-- Opening Marker --

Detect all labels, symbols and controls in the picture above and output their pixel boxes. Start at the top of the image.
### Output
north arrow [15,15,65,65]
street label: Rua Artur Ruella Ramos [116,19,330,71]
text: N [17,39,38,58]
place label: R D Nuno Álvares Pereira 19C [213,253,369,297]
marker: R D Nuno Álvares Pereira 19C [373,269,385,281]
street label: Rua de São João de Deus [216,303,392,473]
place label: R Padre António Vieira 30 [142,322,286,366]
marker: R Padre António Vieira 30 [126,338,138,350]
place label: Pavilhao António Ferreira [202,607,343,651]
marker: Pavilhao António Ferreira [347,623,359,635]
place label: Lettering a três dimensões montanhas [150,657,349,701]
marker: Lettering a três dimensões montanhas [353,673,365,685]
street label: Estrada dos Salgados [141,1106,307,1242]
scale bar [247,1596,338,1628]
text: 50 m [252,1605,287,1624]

-- Closing Marker --

What the task requires |
Transcribe all of the entries without altering anything.

Exercise output |
Detect all labels, symbols and controls in the picture above and output their pixel boxes. Start at the top of the image.
### Output
north arrow [15,15,65,65]
street label: Rua Artur Ruella Ramos [116,19,330,71]
text: N [17,39,38,58]
place label: R D Nuno Álvares Pereira 19C [213,253,369,297]
marker: R D Nuno Álvares Pereira 19C [373,269,385,281]
street label: Rua de São João de Deus [216,303,392,473]
place label: R Padre António Vieira 30 [142,322,286,366]
marker: R Padre António Vieira 30 [126,338,138,350]
place label: Pavilhao António Ferreira [202,607,343,651]
marker: Pavilhao António Ferreira [347,623,359,635]
place label: Lettering a três dimensões montanhas [150,657,349,701]
marker: Lettering a três dimensões montanhas [353,673,365,685]
street label: Estrada dos Salgados [141,1106,307,1242]
scale bar [247,1596,338,1628]
text: 50 m [252,1605,287,1624]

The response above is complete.